While many cities rush to build modern town halls, the City of Brussels is sticking with its early 15th century Gothic town hall. It is the last remaining medieval building on the Grand Place. Of course, there’s a newer addition, but it’s not as interesting. The old town hall is decorated with 137 statues of important people, like nobles and saints, in the city’s history. Visitors will only see copies there, as the originals are in the nearby city museum. The building is topped with an elegant spire that itself is topped with a 5-meter (16-foot) high statue of the archangel Michael.
Musical Instrument Museum
The Musical Instrument Museum is a must-visit for anyone who plays a musical instrument or just plain loves music. The museum houses more than 1,100 musical instruments, ranging from ancient to modern. Considered one of the top musical instrument museums in the world, the museum also houses a concert hall in its uniquely designed Art Noveau and Neoclassical building.

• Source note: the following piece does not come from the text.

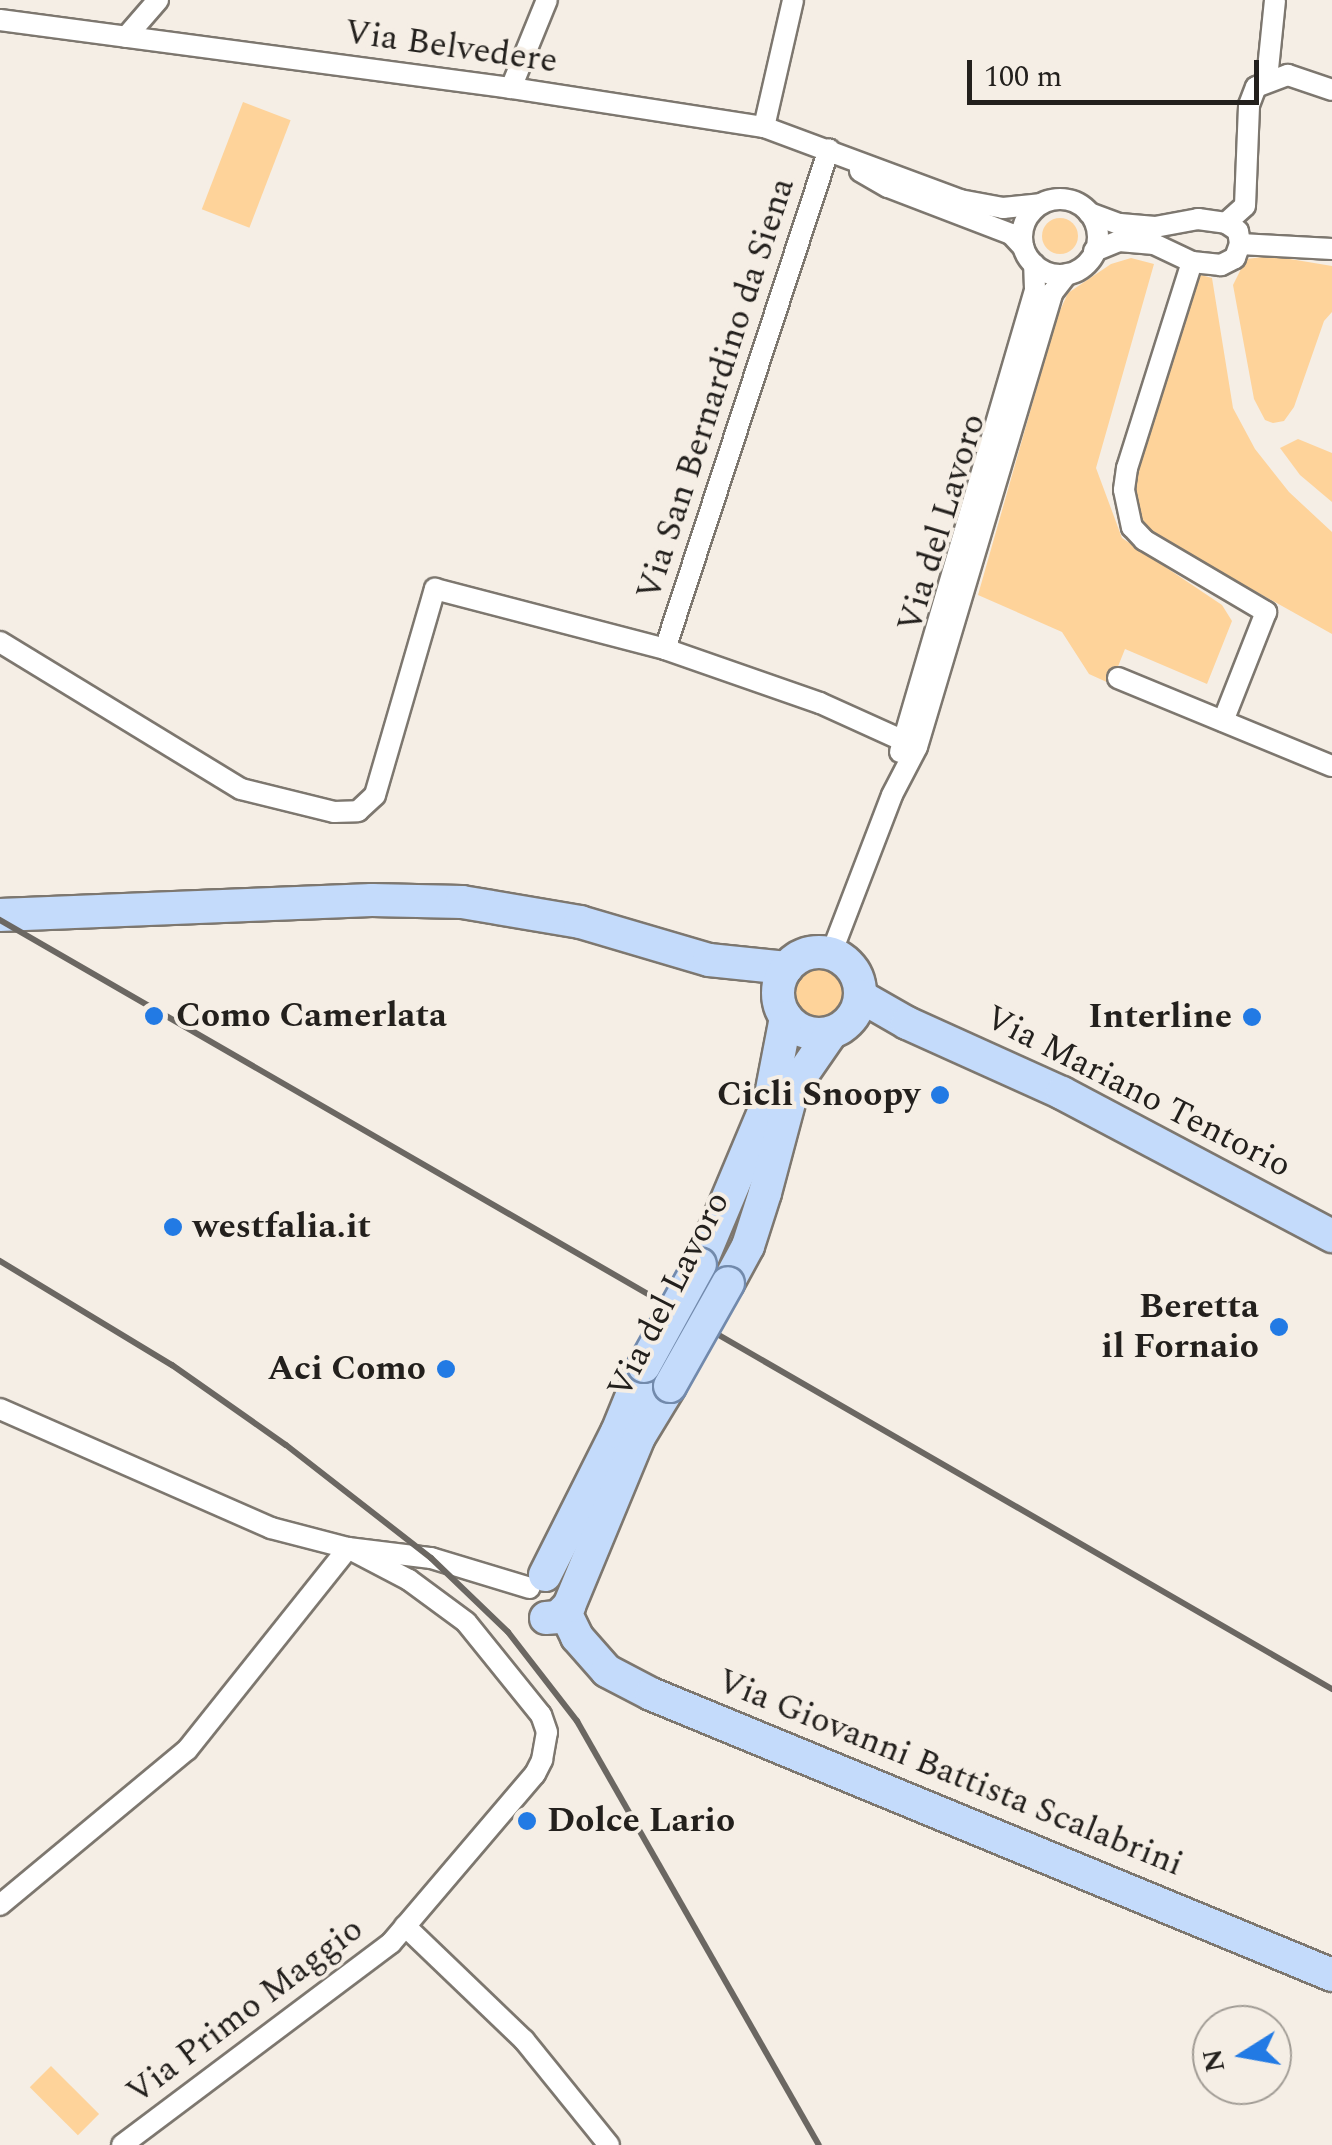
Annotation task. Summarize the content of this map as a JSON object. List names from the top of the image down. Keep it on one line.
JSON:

Exhibits feature keyboards, types of music from medieval to the 19th century, and mechanical and electronic instruments. The most popular gallery features traditional musical instruments from around the world. Here, visitors may be surprised to learn the Scots weren’t the only ones who played bagpipes.
|Musical Instrument Museum - Brussels, Belgium. Picture: Alamy|
Interesting Facts about Brussels
Brussels, the capital city of Belgium, is well-known for many things – politics, history, architecture, and cuisine just to name a few. It is easy to be captivated by this relatively small city because of its rich culture and charm.
The heart of Europe
According to theculturetrip, deemed as the de facto capital of Europe, the EU institutions — the European Commission, the European Council, Council of the European Union and European Parliament — all call Brussels home. It is also worth noting that NATO’s headquarters and other international missions are represented within the capital. While visitors can tour each of these institutions, another way to get the full experience is to head out to Place Luxembourg on a Thursday night, and become immersed in the hustle and bustle that is the European Quarter.
Although Belgium has its fair share of beautiful churches, the Basilica of the Sacred Heart, (otherwise known as the Koekelberg Basilica), is particularly special. Not only is it the third biggest cathedral in Belgium, but it ranks as fifth in the list of the world’s largest churches and is the largest Art Deco-style building in the world. The Basilica was constructed at the end of 19th century and was originally intended to represent a ‘Royal Disctrict’ at the plateau of Koekelberg. Visitors can head up to the cupola to get an extraordinary panoramic view of Brussels — and don’t forget to check out the two museums housed inside.
While Brussels is known for its more quirky and alternative selection of monuments, there are others definitely worth visiting in the city, including the historic Pro Patria Monument. Located in the middle of the Place des Martyrs, the crypt serves as a memorial dedicated to honoring the 466 individuals who lost their lives while fighting for Belgium’s independence.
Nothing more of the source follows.